This is part six of a series.

Invasive Species, like Endangered Species, cry out for someone to do "something." Anyone shown the photos of destructive insects, extensive weed stands, or slithering Brown Tree Snakes understands "we need to do something." Most politicians survive by capitalizing on such things.

As I write this, White House staff members are considering an Invasive Species initiative. This morning I received a copy of a Request for (Congressional) Original Cosponsors for a National Aquatic Invasive Species Act and an Aquatic Invasive Species Research Act. These bills are being sponsored by Senator Levin (D-MI) and Congressmen Gilchrist (R-MD) and Ehlers (R-MI). The appeal mentions 39 sponsors to date. I recognize four environmental extremist politicians and an old-line conservation politician in an otherwise urban politician list. Washington is busy with an "Awareness Week" and a Conference on the matter of Invasive Species. Two days ago a 2PM Press Conference by a cross section of environmental groups at the Willard Hotel (where the term "lobbying" was coined) proclaimed that the Bush Administration was the greatest threat to public lands since the glaciers covered much of the United States.
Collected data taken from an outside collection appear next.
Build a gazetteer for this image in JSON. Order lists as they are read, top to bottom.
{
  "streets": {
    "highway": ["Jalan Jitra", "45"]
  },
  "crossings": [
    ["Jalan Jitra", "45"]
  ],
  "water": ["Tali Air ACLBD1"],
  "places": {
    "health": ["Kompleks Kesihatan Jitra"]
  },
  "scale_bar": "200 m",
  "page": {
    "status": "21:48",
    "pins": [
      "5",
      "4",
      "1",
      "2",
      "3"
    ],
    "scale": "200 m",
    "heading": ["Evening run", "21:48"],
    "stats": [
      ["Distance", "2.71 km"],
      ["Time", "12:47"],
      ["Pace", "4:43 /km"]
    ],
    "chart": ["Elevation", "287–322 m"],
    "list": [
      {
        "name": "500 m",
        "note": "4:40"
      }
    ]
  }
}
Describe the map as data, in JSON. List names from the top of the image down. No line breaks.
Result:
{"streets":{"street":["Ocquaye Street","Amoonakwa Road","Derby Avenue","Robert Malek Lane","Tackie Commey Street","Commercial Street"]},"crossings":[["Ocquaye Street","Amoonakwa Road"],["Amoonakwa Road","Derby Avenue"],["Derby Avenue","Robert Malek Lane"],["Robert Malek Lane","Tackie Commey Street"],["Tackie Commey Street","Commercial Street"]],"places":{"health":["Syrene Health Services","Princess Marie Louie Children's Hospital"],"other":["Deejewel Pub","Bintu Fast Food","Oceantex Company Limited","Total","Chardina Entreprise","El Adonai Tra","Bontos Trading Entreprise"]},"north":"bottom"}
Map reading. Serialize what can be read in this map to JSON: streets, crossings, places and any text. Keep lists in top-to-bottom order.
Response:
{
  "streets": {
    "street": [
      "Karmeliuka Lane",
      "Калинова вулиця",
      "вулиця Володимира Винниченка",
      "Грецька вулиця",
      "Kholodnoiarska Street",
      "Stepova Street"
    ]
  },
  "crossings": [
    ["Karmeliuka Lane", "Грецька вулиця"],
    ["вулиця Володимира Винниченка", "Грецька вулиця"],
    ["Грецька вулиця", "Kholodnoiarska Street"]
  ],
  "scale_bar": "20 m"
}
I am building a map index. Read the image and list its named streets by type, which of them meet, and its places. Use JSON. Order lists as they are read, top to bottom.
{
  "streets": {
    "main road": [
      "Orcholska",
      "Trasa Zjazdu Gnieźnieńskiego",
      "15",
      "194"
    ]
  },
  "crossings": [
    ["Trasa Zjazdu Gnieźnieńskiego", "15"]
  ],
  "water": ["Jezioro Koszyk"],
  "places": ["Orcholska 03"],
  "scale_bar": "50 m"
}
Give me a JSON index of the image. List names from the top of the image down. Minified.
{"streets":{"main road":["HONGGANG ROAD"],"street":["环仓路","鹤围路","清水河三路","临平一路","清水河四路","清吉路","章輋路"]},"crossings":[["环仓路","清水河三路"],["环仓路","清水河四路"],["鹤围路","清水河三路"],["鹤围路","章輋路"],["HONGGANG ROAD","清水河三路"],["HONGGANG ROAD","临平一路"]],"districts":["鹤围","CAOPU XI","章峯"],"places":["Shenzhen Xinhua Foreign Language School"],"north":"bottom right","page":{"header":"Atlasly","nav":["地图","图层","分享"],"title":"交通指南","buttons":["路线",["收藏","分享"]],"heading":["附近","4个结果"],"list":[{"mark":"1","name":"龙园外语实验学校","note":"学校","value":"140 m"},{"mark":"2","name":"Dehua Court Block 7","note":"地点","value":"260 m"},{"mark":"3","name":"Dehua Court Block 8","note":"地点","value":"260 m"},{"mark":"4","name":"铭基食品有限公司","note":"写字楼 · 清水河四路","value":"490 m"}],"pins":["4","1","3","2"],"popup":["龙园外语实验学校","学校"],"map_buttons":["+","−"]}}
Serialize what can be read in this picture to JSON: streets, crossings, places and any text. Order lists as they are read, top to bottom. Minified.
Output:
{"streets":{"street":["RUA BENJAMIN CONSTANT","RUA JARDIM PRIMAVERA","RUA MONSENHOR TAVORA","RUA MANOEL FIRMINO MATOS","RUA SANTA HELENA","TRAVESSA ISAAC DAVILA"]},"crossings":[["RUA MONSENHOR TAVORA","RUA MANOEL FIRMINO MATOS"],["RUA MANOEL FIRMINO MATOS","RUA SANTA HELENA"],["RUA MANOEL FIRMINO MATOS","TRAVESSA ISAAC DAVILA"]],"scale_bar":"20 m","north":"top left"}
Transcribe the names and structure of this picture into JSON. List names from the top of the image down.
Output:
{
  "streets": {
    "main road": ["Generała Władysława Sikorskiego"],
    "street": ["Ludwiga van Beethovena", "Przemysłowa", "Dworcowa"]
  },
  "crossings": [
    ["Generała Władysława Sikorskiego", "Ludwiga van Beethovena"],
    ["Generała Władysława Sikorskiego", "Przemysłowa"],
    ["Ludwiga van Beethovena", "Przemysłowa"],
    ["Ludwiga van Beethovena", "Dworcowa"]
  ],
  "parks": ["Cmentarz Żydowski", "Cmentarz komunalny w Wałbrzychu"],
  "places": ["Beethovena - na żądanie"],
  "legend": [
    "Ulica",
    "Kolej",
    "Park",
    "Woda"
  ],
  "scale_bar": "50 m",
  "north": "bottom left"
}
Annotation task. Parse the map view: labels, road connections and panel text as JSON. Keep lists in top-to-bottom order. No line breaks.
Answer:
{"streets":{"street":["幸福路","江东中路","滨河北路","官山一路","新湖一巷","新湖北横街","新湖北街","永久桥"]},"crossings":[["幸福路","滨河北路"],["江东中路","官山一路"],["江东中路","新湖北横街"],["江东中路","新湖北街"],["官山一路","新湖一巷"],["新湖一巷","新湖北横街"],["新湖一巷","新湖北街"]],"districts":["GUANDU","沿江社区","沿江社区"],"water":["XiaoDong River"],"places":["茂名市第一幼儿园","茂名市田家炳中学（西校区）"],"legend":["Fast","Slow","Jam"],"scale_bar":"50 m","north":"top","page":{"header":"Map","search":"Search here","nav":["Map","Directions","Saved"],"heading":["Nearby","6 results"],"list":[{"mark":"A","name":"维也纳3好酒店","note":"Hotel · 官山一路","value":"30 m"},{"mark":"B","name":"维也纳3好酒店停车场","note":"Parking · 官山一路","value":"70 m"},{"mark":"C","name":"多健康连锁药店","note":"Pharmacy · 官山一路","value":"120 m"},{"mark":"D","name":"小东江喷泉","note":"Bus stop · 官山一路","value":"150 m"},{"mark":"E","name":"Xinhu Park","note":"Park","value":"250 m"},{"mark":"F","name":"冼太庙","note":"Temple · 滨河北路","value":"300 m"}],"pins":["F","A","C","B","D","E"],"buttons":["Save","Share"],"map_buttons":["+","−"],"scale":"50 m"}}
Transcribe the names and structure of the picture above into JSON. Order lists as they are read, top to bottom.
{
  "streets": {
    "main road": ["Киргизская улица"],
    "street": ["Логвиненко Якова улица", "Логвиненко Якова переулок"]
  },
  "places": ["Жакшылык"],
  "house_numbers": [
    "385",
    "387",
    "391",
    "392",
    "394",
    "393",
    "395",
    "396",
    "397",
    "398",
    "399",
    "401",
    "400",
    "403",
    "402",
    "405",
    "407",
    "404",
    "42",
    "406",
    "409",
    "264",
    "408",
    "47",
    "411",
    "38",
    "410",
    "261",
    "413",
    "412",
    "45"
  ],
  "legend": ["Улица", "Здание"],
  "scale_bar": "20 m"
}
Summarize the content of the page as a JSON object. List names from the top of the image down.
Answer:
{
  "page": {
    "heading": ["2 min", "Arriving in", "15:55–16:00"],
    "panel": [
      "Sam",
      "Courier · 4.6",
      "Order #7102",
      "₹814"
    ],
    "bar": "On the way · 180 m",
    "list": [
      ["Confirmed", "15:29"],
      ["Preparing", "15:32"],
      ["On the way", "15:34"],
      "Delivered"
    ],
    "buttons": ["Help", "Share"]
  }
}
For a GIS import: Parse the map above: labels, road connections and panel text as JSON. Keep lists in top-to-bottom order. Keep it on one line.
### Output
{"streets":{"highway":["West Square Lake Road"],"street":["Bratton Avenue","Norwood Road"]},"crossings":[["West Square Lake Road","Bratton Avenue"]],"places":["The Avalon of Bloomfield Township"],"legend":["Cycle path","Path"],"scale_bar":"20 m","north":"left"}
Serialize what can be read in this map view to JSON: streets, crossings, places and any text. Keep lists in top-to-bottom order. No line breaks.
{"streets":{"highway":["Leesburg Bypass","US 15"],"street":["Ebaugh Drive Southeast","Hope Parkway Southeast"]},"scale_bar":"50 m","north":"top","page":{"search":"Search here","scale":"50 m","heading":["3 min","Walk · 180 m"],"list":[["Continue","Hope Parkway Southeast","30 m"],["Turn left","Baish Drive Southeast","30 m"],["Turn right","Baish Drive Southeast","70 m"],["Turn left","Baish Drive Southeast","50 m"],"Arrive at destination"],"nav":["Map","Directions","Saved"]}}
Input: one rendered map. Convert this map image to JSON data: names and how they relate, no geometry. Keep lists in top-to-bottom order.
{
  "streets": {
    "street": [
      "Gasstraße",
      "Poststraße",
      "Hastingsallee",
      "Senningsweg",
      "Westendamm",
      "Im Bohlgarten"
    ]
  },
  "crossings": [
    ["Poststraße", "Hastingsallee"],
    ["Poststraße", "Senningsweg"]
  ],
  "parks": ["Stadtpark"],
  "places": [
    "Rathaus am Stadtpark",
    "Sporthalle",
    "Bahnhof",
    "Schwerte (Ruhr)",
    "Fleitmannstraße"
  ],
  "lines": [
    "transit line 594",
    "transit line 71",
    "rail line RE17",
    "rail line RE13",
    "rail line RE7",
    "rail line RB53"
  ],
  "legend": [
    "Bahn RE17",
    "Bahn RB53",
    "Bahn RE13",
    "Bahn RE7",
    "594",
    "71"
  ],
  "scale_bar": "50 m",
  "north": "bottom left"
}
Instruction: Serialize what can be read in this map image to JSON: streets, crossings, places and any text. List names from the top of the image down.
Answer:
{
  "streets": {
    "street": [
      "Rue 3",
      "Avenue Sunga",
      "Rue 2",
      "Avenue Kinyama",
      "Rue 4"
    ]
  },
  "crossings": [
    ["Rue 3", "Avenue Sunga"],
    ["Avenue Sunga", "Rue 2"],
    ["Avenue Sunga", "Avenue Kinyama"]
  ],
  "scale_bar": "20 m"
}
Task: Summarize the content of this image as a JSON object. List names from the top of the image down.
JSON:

A recent Congressional hearing of the US House of Representatives Committee on Agriculture, Subcommittee on Department Operations Oversight, Nutrition and Forestry was a virtual lovefest where ten Invasive Species lobbyists vied with Congresspersons including the Chairman-Nature Conservancy member to describe billions of dollars of damage (to say this was fantastic exaggeration is understatement) and the difficulty their grandchildren have swimming near their waterfront properties due to "weed mats" (i.e. hydrilla.) Acquaintances who know they will be harmed by this approaching storm of legislation tell me it is inevitable. The word "on the street" is that major legislation is being put together for a large and all-inclusive bill or several (aquatic, weed, insect, etc.) smaller bills to do the same thing. Whatever works will be pushed through. Why? Why now?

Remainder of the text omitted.